Printing of negative value in c via printf

Question

I am running a test code for learning C. However I am curious regarding representation of negative numbers n hexadecimal, for which I have written a test-code. To my surprise, by running that test-code I am receiving only zero

    union unin
    {
        char chrArray[4];
        float flotVal;
    }uninObj;

    uninObj.flotVal = -25;

    printf("%x %x %x %x",uninObj.chrArray[0], uninObj.chrArray[1], /
           uninObj.chrArray[2], uninObj.chrArray[3]);
    printf("\n Float in hex: %x",uninObj.flotVal);
    return 0;

Answer 1

First of all, this statement is flat-out wrong:

printf("\n Float in hex: %x",uninObj.flotVal);

%x expects its corresponding argument to be unsigned int, and passing an argument of a different type (as you do here) results in undefined behavior - the output could literally be anything.

As of C99, you can use the %a or %A specifiers to print a hexadecimal representation of the floating-point value ([+|-]x.xxxx..., where each x is a hex digit). This is not the same thing as the value's binary representation in memory, though.

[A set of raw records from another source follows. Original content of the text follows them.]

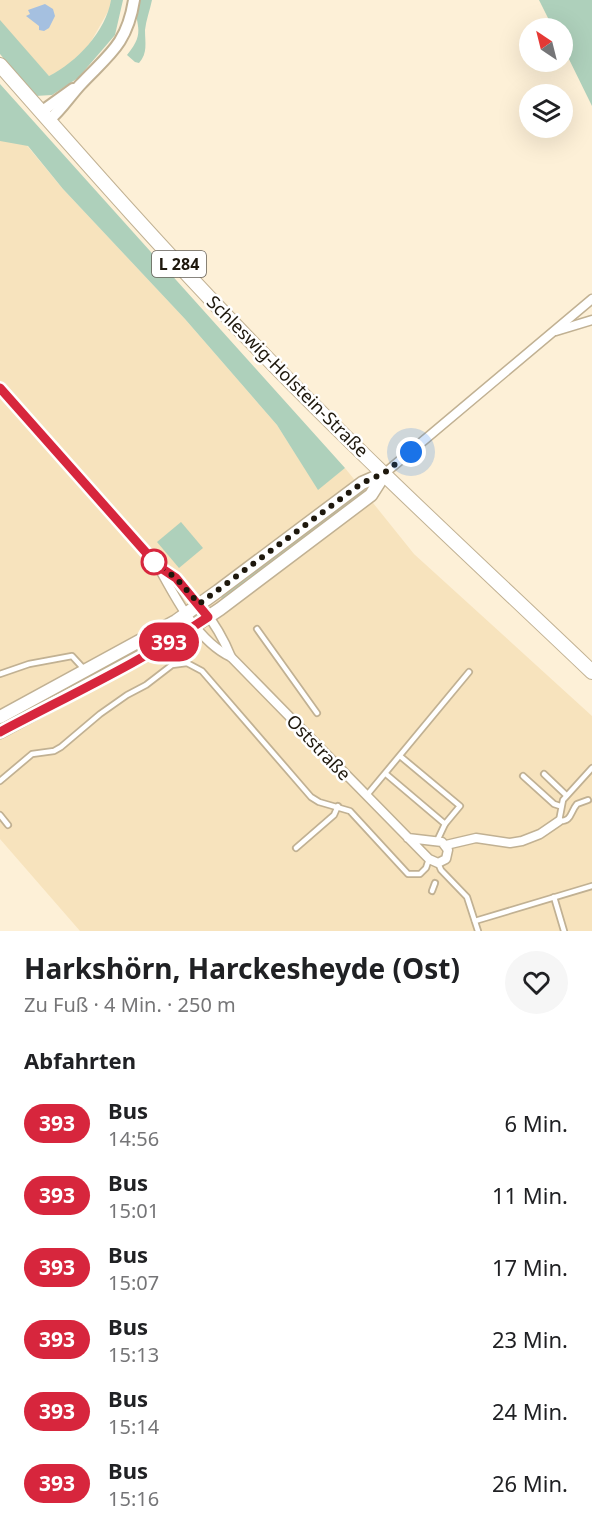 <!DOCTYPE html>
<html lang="de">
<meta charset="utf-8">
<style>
:root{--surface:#fff;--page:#f6f6f6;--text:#202124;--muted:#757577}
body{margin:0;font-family:"Noto Sans",sans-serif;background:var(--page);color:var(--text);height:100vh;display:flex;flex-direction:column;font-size:22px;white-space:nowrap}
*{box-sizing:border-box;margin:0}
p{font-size:20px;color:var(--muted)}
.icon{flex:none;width:33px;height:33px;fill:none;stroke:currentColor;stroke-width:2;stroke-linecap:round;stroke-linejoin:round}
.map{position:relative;height:931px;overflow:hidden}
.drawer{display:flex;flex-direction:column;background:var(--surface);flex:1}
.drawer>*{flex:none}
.badge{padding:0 12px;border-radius:20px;font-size:21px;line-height:39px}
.needle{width:39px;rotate:325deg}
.fabs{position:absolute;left:519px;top:18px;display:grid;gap:12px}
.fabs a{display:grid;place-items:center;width:54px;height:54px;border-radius:50%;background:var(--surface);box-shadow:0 6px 24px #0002;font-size:30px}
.you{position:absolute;width:30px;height:30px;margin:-15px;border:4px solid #fff;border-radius:50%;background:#1a73e8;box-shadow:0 0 0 9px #1a73e833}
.map>.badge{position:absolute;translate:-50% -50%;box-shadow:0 0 0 3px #fff}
h2{padding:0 24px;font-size:22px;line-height:54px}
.round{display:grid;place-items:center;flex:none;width:63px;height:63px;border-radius:32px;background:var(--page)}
.headline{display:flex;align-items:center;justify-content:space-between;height:102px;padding:0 24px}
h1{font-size:28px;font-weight:700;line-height:45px}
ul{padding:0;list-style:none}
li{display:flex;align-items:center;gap:18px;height:72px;padding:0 24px}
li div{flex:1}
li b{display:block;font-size:22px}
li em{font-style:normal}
li .badge{min-width:66px;font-weight:700;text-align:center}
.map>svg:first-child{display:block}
.built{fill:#f7e3bd}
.green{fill:#aed0bb}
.water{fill:#a5c0e0}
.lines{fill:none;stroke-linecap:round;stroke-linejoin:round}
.service-casing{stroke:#c1b193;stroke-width:8}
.minor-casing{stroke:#c1b193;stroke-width:11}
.tertiary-casing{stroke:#c1b193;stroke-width:14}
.secondary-casing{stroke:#c1b193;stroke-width:15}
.primary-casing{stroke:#c1b193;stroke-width:16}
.service{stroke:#fff;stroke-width:4.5}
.minor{stroke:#fff;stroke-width:8}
.tertiary{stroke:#fff;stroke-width:10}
.secondary{stroke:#fff;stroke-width:12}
.primary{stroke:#fff;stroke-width:14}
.line-casing{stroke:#fff;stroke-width:14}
.line{stroke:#d7263d;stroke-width:9}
.walk{stroke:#1e180d;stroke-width:6;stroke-dasharray:0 10.8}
.stop-dot{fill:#fff;stroke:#d7263d;stroke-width:3}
.labels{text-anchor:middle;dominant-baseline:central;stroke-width:5;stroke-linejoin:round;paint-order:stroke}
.shield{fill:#fff;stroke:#625d56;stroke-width:1.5}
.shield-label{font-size:16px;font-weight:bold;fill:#1e180d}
.street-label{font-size:18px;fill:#1e180d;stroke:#fff}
</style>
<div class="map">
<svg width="592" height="931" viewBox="0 0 592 931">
<rect width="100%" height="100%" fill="#fdf0d7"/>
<g class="built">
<polygon points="0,0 111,0 110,8 89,45 65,68 49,76 0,22"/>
<polygon points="0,113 63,189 185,319 277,425 318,489 345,468 414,554 592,716 592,931 80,931 0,839"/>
</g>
<g class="green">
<path d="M111,0H123L115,35L78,78L52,95L35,96L0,54V20L49,76C77,62 106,31 111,0Z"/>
<path d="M136,0H152C150,10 146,20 145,30C145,43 148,53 139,63L135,62L127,55C148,30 133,25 136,0Z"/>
<polygon points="539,0 592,0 592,106 563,47 562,28 553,28"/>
<polygon points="0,84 345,468 318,490 277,425 185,319 63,189 28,146 0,141"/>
<polygon points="362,487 365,491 223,601 221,598"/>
<polygon points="181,522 203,548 179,568 157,542"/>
<polygon points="174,626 177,632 0,727 0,721"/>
</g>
<polygon class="water" points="45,4 53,9 55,16 49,28 44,31 39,30 39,26 26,16 30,14 28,10"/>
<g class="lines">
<defs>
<g id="service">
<polyline points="257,629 317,713"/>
<polyline points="0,674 29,664 72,656 84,669"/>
<polyline points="386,774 445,824 460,806 400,756"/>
<polyline points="544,774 566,795"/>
<polyline points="523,776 554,804 560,806"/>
<polyline points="0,781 32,754 54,751 61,747 100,714 127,695 146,685 172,665 187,663 202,671 311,797 319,802 350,811 408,874 420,874 426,868 429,859"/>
<polyline points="367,795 469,672"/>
<path d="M588,800L577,804C570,812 572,822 559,821L563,800L592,768"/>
<polyline points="0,815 8,825"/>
<polyline points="437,841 445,824"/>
<polyline points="296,848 334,815 338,806"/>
<polyline points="438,863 441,870 467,897 478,931"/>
<polyline points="432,891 435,883"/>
<polyline points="554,897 564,931"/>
<polyline points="475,921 592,886"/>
</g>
<g id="minor">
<polyline points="556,331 592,320"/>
<path d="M0,388L158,566C175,597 197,641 231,657L429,859L438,863L446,859L448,850L442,842L408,838"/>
<polyline points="385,473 592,299"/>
<path d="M160,567C190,588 217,622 231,657"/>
<polyline points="446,845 476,838 510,843 522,841 540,834 559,821"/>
</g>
<g id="tertiary">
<polyline points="41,112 73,89"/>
<path d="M49,120C61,110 69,97 80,85C108,55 127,45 134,0"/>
</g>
<g id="secondary">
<polyline points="0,717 176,621 218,591 362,483 385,473"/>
<polyline points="0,732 184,633 220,609 371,495 385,473"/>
</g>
<path id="primary" d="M0,65C87,164 174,263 266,357C371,465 483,568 592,672"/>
</defs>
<use href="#service" class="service-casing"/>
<use href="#minor" class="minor-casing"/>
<use href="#tertiary" class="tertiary-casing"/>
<use href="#secondary" class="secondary-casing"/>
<use href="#primary" class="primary-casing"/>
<use href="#service" class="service"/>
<use href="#minor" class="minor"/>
<use href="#tertiary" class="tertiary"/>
<use href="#secondary" class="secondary"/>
<use href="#primary" class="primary"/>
</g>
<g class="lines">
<defs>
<path id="line" d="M0,388L158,566L176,578L208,617C143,661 70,695 0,732"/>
</defs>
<use href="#line" class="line-casing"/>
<use href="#line" class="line"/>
<polyline class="walk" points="154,562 176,578 199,604 362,483 384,473 411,452"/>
</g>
<circle class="stop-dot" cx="154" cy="562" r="12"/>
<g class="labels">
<rect class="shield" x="152" y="251" width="54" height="26" rx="4.5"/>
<g class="shield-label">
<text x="179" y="264">L 284</text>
</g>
<g class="street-label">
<text transform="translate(288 376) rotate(45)">Schleswig-Holstein-Straße</text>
<text transform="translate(319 747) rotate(46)">Oststraße</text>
</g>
</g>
</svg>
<div class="fabs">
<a><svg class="needle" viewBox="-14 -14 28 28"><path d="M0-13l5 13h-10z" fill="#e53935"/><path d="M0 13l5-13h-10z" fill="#757577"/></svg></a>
<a><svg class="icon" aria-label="layers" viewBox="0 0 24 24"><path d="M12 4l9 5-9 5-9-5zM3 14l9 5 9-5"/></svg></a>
</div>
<div class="you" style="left:411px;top:452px"></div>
<b class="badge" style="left:169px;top:642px;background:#d7263d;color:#fff">393</b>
</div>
<section class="drawer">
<div class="headline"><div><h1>Harkshörn, Harckesheyde (Ost)</h1><p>Zu Fuß · 4 Min. · 250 m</p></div><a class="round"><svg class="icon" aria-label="heart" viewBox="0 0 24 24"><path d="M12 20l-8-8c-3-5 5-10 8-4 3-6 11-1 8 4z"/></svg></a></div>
<h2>Abfahrten</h2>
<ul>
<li><span class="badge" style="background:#d7263d;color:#fff">393</span><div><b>Bus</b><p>14:56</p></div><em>6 Min.</em></li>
<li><span class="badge" style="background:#d7263d;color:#fff">393</span><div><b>Bus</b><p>15:01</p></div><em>11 Min.</em></li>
<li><span class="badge" style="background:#d7263d;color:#fff">393</span><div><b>Bus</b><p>15:07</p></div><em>17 Min.</em></li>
<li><span class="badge" style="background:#d7263d;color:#fff">393</span><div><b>Bus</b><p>15:13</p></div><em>23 Min.</em></li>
<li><span class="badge" style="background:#d7263d;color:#fff">393</span><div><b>Bus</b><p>15:14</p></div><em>24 Min.</em></li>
<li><span class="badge" style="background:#d7263d;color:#fff">393</span><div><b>Bus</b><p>15:16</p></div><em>26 Min.</em></li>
</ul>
</section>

For the union, I'd suggest you use unsigned char for chrArray and use %hhx to print out each byte:

union unin
{
    unsigned char chrArray[sizeof (float)];
    float flotVal;
}uninObj;

printf("%hhx %hhx %hhx %hhx",uninObj.chrArray[0], uninObj.chrArray[1], 
       uninObj.chrArray[2], uninObj.chrArray[3]);    

The hh length modifier in %hhx says that the corresponding argument has type unsigned char, rather than the unsigned int %x usually expects.

Answer 2

On my CentOS 7 Intel 64 architecture, sizeof(float) is 4. So little endian result that I see on my test of 00 00 C8 C1 is a negative number. The Intel single precision floating point representation is:

1 bit sign
8 bit exponent
23 bit significand (with the first 1 bit implied)

As the Intel architecture is little-endian, the floating point value for 00 00 C8 C1 is 1100 0001 1100 1000 0000 0000 0000 0000. The first 1 means the number is negative. The next 8 bits, 10000011 (Decimal 131), are the exponent, and the next 4 bits 1001, with the implied 1 bit 11001, is the number 25 shifted right 4 bits. The exponent of 131 is offset from 127 by 4, which is the number of bits that 1.1001 is shifted left to get back to 25.

On a 64 bit representation, the exponent is 11 bits, and the exponent offset is 1023. So you would expect the number to be 1 (negative sign), Decimal 1027 in 11 bits 100 0000 0011, then 25 decimal as 1001 with the implied leading 1 bit (as in the single precision version), then all zeroes which together is C0 39 00 00 , 00 00 00 00. You can see that the last 4 bytes are all zeros. But this is still little-endian, so as a 64 bit number it would look like 00 00 00 00 00 00 39 C0. So you are getting all zeros if you print the first 4 bytes.

You would see non-zero values from your program either by (a) Specifying an 8 character array in the declaration and printing all 8 (and you would see two bytes with 39 C0), or (b) using a value other than -25 in your test that requires more binary digits to represent like a large prime number or an irrational number (as suggested by @David C. Rankin).

Checking sizeof(float) would determine what your floating point size (in bytes) and I would expect you to see it as 8, because you are seeing zeroes and not C8 C1 like I do.

Answer 3

Passing float to a specifier expecting unsigned int is undefined behaviour.

Furthermore, the unsigned int expected by %x is not guaranteed to be the same size as float. So the attempt to trick printf that way may or may not "work".

Anyway, for a variadic function such as printf the compiler will promote an argument of type float to double, so that may be the reason why you (and I) get 0 output.

On my system
sizeof(double) is 8.
sizeof(unsigned int) is 4.

And if you look at the bytes output for that part of the union, the first two are 0. So having passed 8 bytes to the function instead of the 4 expected by %x, the data is aligned in a way that %x is getting four 0 value bytes.